▶ **YOUR INSTRUCTIONS**
Repeat each line of the data below exactly, but skip the pictures.

▶ **INPUT FOR THIS TASK**
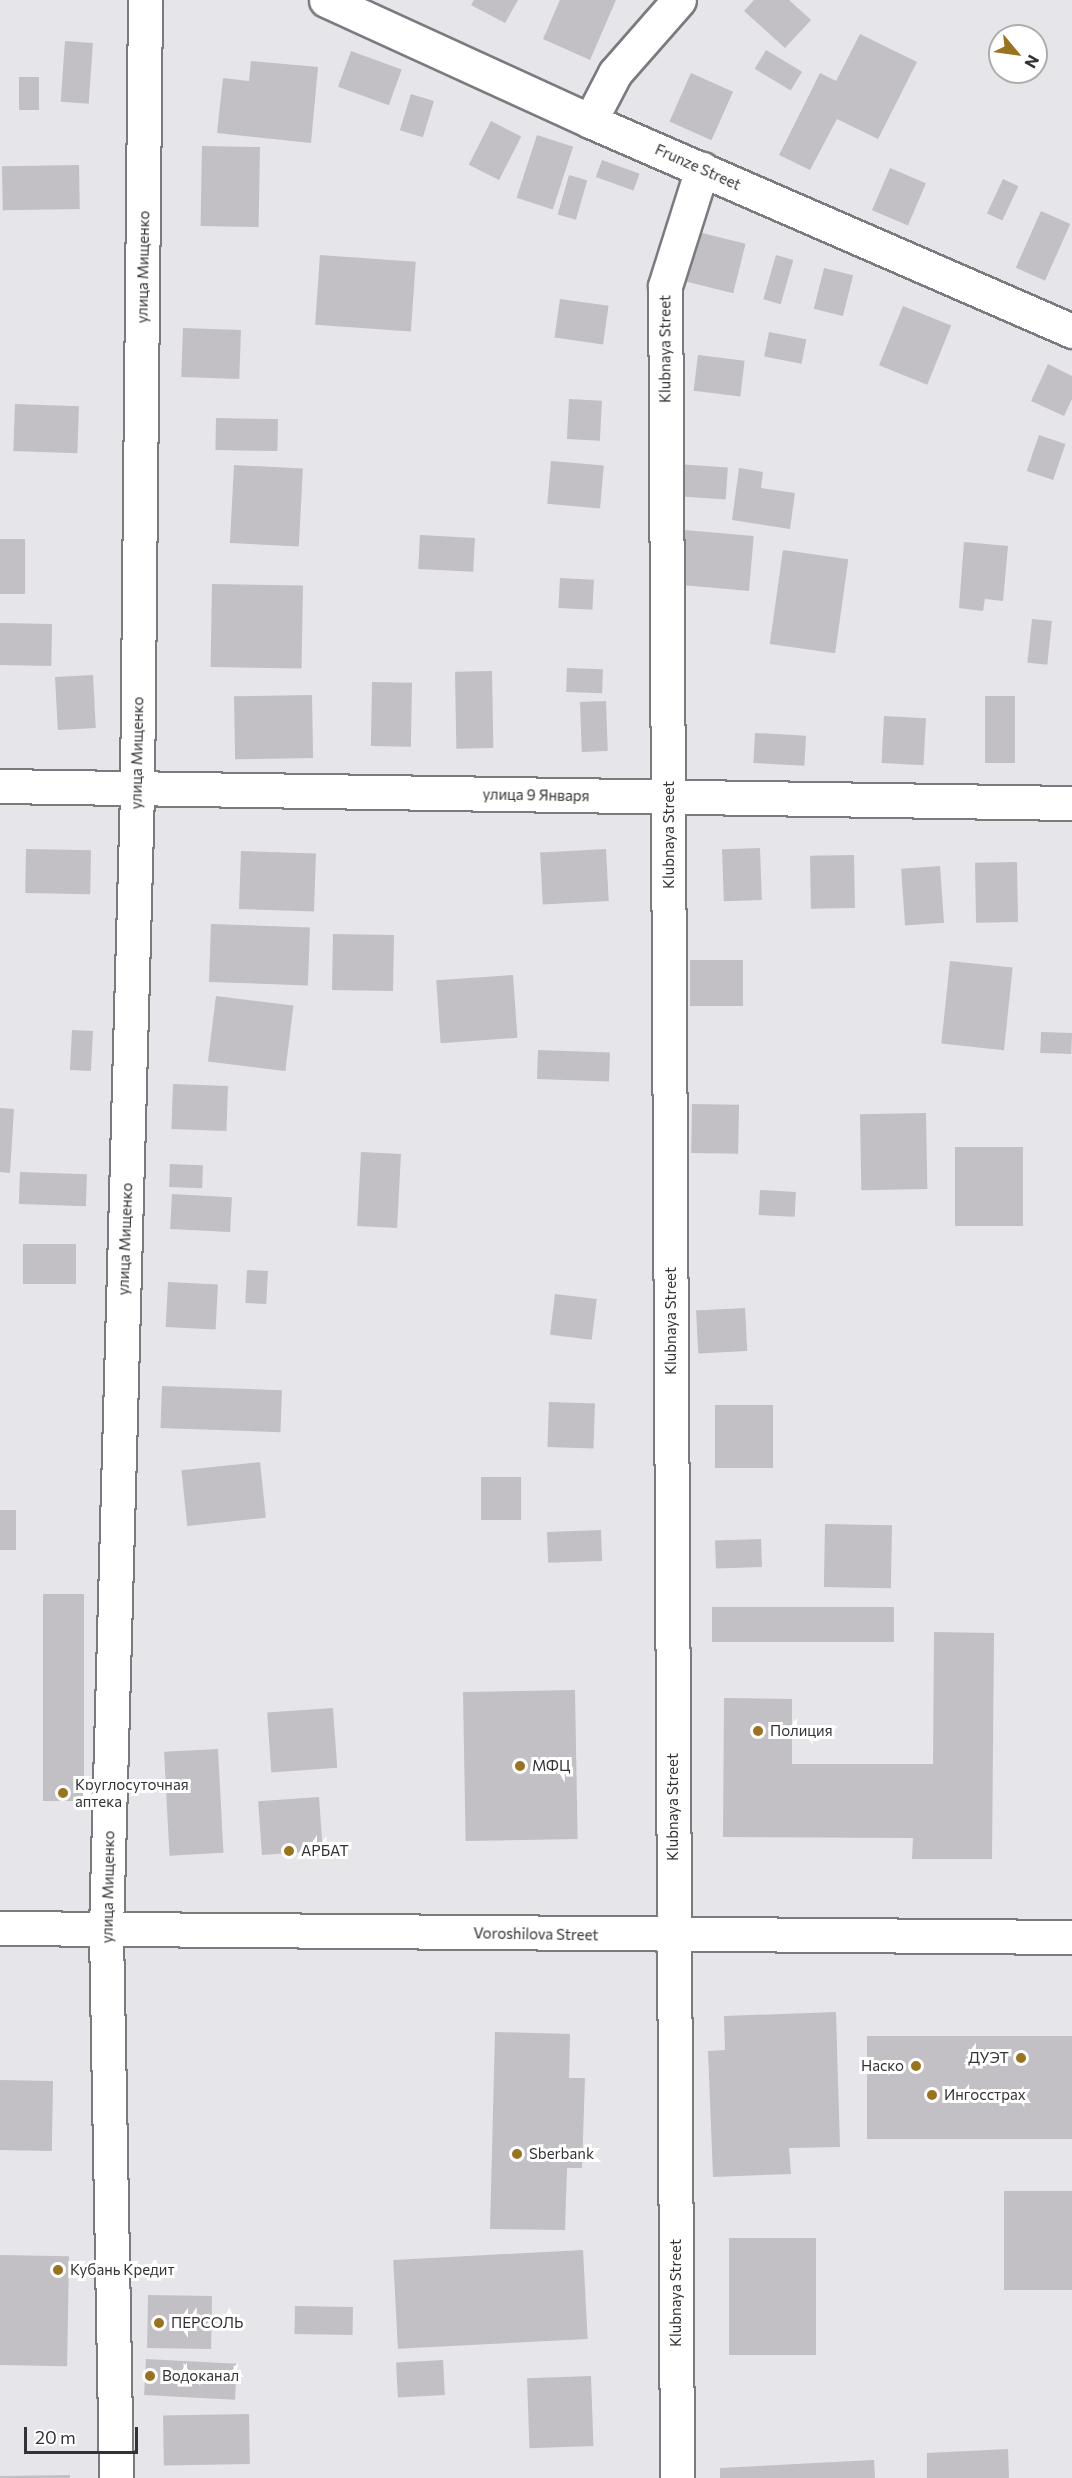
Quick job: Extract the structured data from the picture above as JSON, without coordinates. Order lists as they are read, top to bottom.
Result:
{
  "streets": {
    "street": [
      "Frunze Street",
      "улица Мищенко",
      "Klubnaya Street",
      "улица 9 Января",
      "Voroshilova Street"
    ]
  },
  "crossings": [
    ["Frunze Street", "Klubnaya Street"],
    ["улица Мищенко", "улица 9 Января"],
    ["улица Мищенко", "Voroshilova Street"],
    ["Klubnaya Street", "улица 9 Января"],
    ["Klubnaya Street", "Voroshilova Street"]
  ],
  "places": [
    "Полиция",
    "МФЦ",
    "Круглосуточная аптека",
    "АРБАТ",
    "ДУЭТ",
    "Наско",
    "Ингосстрах",
    "Sberbank",
    "Кубань Кредит",
    "ПЕРСОЛЬ",
    "Водоканал"
  ],
  "scale_bar": "20 m",
  "north": "bottom right"
}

▶ **RESULT**
Quick job: Extract the structured data from the picture above as JSON, without coordinates. Order lists as they are read, top to bottom.
Result:
{
  "streets": {
    "street": [
      "Frunze Street",
      "улица Мищенко",
      "Klubnaya Street",
      "улица 9 Января",
      "Voroshilova Street"
    ]
  },
  "crossings": [
    ["Frunze Street", "Klubnaya Street"],
    ["улица Мищенко", "улица 9 Января"],
    ["улица Мищенко", "Voroshilova Street"],
    ["Klubnaya Street", "улица 9 Января"],
    ["Klubnaya Street", "Voroshilova Street"]
  ],
  "places": [
    "Полиция",
    "МФЦ",
    "Круглосуточная аптека",
    "АРБАТ",
    "ДУЭТ",
    "Наско",
    "Ингосстрах",
    "Sberbank",
    "Кубань Кредит",
    "ПЕРСОЛЬ",
    "Водоканал"
  ],
  "scale_bar": "20 m",
  "north": "bottom right"
}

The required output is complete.